Required action – Within the material below, filter for lines that hold the word "white".

Exercise materials –
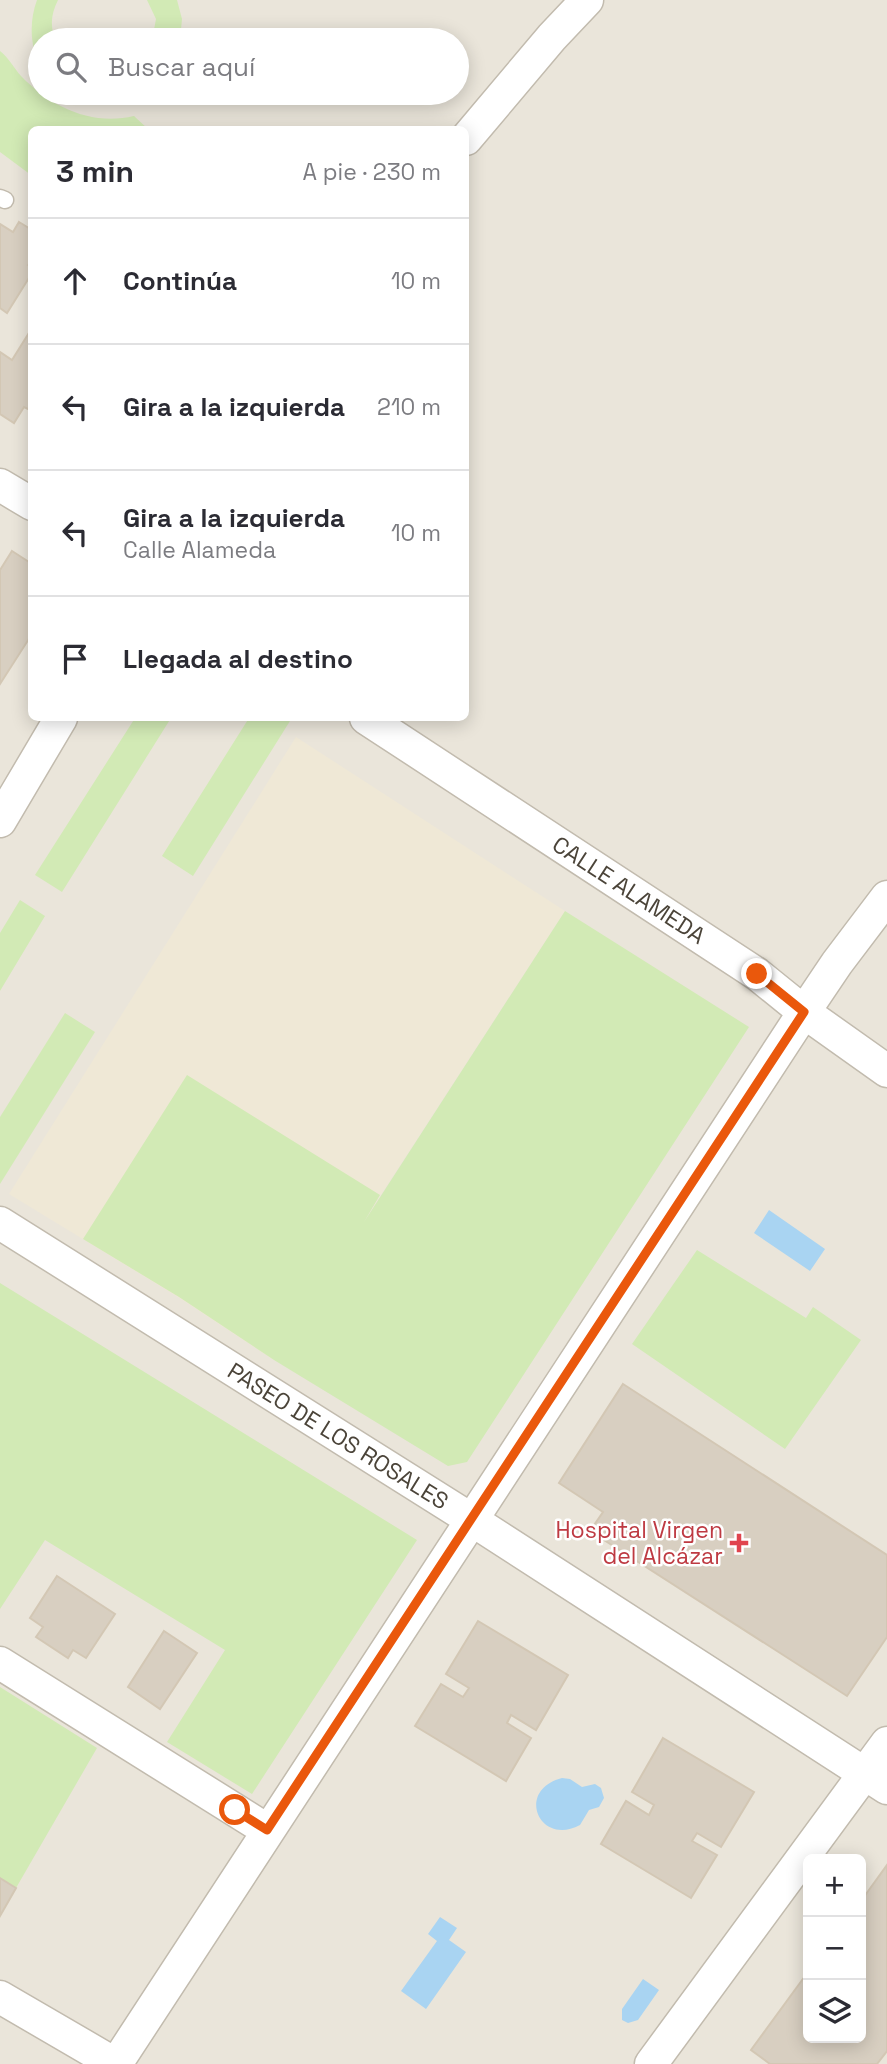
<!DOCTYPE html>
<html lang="es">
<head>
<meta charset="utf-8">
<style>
  :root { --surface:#fff; --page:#f7f7f7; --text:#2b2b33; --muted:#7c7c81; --line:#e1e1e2 }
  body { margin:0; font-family:"Space Grotesk",sans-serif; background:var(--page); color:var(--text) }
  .controls { position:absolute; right:21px; bottom:21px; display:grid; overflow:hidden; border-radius:10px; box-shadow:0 4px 18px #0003 }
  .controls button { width:63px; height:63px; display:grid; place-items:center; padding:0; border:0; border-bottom:2px solid var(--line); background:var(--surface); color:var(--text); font:35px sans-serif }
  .stop { position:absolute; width:21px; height:21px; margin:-16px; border:5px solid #ea580c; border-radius:50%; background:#fff }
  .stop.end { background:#ea580c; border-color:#fff; box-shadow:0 2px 7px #0008 }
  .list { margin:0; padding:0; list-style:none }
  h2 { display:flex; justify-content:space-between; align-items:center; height:91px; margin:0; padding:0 28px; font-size:30px }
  h2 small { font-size:23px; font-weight:400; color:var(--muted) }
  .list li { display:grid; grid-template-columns:46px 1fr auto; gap:21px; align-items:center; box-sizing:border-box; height:126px; padding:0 28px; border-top:2px solid var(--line) }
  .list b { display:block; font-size:26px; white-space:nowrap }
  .list p { margin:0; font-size:23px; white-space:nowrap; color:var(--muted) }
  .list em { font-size:23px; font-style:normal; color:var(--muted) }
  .icon { flex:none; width:38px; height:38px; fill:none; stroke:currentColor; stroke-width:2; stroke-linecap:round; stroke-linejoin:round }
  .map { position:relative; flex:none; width:887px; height:2064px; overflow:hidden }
  .search { position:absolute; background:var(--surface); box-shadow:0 4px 18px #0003; left:28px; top:28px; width:441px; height:77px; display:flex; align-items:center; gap:18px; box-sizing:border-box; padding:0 24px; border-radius:38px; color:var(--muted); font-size:26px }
  .panel { position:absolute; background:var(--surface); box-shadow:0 4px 18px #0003; left:28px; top:126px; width:441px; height:595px; border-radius:10px }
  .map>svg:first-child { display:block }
  .residential { fill:#eae5da; fill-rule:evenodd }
  .education { fill:#efe8d6 }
  .green { fill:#d2eab5 }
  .water { fill:#a9d4f2 }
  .building { fill:#d8cfc1; stroke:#d3c7b4; stroke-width:2 }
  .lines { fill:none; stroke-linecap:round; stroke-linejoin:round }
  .service-casing { stroke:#c2bbae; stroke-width:19 }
  .minor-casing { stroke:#c2bbae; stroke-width:35 }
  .service { stroke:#fff; stroke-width:16 }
  .minor { stroke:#fff; stroke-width:32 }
  .route { stroke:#ea580c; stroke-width:9 }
  .health-dot { fill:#e0444e; stroke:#fff; stroke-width:2.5 }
  .labels { text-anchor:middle; stroke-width:5; stroke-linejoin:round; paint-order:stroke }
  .street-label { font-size:23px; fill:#4b4439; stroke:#fff }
  .health-label { font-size:23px; fill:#be3a42; stroke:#fff; text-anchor:end }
</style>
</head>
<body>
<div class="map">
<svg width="887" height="2064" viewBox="0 0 887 2064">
  <rect width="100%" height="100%" fill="#f6f3ec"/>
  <path class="residential" d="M0,0H887V2064H0ZM40,40H457V93H40ZM32,130H466V718H32ZM808,1859H861V2038H808Z"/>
  <path class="education" d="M296,737L565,911L274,1360L178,1297L9,1194Z"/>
  <path class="green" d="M37,0H58C51,14 50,25 55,40H40V66C30,45 29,22 37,0Z
    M147,0H177L182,19L180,40H152L156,19Z
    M0,51C9,58 14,68 21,76C51,107 91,126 134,116L148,129L32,130L31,175L0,152Z
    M135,718H171L62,892L35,875Z
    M249,718H284L290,721L193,876L162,856Z
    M20,900L45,916L0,991V933Z
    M565,911L749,1027L467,1462L448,1466L274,1360L179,1297L83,1239L187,1075L380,1195L364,1222Z
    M65,1013L95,1032L0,1184V1117Z
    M697,1250L806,1318L813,1307L861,1340L785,1449L632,1344Z
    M0,1283L417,1540L252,1794L167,1742L225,1650L45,1540L0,1609Z
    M0,1687L97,1748L16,1888L0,1878Z"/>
  <path class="water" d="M769,1210L825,1249L810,1271L754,1233Z
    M562,1778L570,1779L582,1787L595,1784L601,1788L604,1798L599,1807L589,1810L580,1825C539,1847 515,1790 562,1778Z
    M440,1917L457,1928L449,1940L466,1952L426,2009L401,1991L437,1941L428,1934Z
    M643,1979L659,1990L638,2020L628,2023L622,2020V2009Z"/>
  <path class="building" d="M19,222L32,230V260L28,265L32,268V273L7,313L0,308V224L13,232Z
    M32,328V411L24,407L14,423L0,414V352L12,360Z
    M12,551L32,564V634L0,684V570Z
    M623,1384L887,1555V1637L847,1696L590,1531L603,1512L559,1483Z
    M57,1576L115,1614L86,1658L73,1650L68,1658L36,1637L43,1627L30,1618Z
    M478,1621L568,1675L536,1730L511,1715L507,1723L531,1738L506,1781L415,1726L441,1684L463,1697L469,1688L446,1674Z
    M164,1631L197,1653L160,1709L128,1687Z
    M663,1738L754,1792L721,1847L697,1833L692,1841L717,1855L691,1898L601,1844L626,1801L649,1815L654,1805L632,1792Z
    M887,1865V2051L877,2064H770L751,2050L808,1972V2038H861V1901Z
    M0,1878L16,1888L0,1916Z"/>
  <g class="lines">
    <g class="service-casing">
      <path id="service" d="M0,198L5,200"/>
    </g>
    <g class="minor-casing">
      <path id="minor" d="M466,139L552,37L587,0
        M0,485L32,504
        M366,718L757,974L804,1012L887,1071
        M0,821L61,718
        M0,1223L472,1520L887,1788
        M0,1663L267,1830
        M0,1997L115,2064
        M116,2064L804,1012L837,963L887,897
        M651,2064L887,1743"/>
    </g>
    <use href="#service" class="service"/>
    <use href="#minor" class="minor"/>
  </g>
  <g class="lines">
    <path class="route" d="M235,1810L267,1830L804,1012L757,974"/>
  </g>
  <path class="health-dot" d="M735.5 1532.5h7v7h7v7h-7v7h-7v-7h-7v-7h7z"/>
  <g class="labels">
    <g class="street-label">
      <text transform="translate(629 890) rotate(33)" y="8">CALLE ALAMEDA</text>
      <text transform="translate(338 1436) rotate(32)" y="8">PASEO DE LOS ROSALES</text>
    </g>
    <g class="health-label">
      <text x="723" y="1538">Hospital Virgen<tspan x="723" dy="26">del Alcázar</tspan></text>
    </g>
  </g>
</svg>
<div class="controls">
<button>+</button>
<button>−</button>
<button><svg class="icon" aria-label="layers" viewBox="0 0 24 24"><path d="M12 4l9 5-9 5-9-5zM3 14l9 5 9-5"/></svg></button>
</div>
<div class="stop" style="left:235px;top:1810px"></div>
<div class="stop end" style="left:757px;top:974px"></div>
<div class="search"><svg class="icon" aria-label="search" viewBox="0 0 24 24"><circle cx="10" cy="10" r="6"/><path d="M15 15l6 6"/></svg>Buscar aquí</div>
<section class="panel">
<h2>3 min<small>A pie · 230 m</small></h2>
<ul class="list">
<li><svg class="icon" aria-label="ahead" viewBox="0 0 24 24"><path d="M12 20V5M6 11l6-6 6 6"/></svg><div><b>Continúa</b></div><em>10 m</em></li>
<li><svg class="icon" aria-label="left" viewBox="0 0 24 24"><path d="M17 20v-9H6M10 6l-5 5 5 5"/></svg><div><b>Gira a la izquierda</b></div><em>210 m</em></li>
<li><svg class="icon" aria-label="left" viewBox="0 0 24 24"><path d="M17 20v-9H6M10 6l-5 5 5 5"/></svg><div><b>Gira a la izquierda</b><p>Calle Alameda</p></div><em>10 m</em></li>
<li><svg class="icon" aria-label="arrive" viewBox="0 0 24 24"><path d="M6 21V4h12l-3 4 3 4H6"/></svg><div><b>Llegada al destino</b></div></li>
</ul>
</section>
</div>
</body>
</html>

Response box –
  .list b { display:block; font-size:26px; white-space:nowrap }
  .list p { margin:0; font-size:23px; white-space:nowrap; color:var(--muted) }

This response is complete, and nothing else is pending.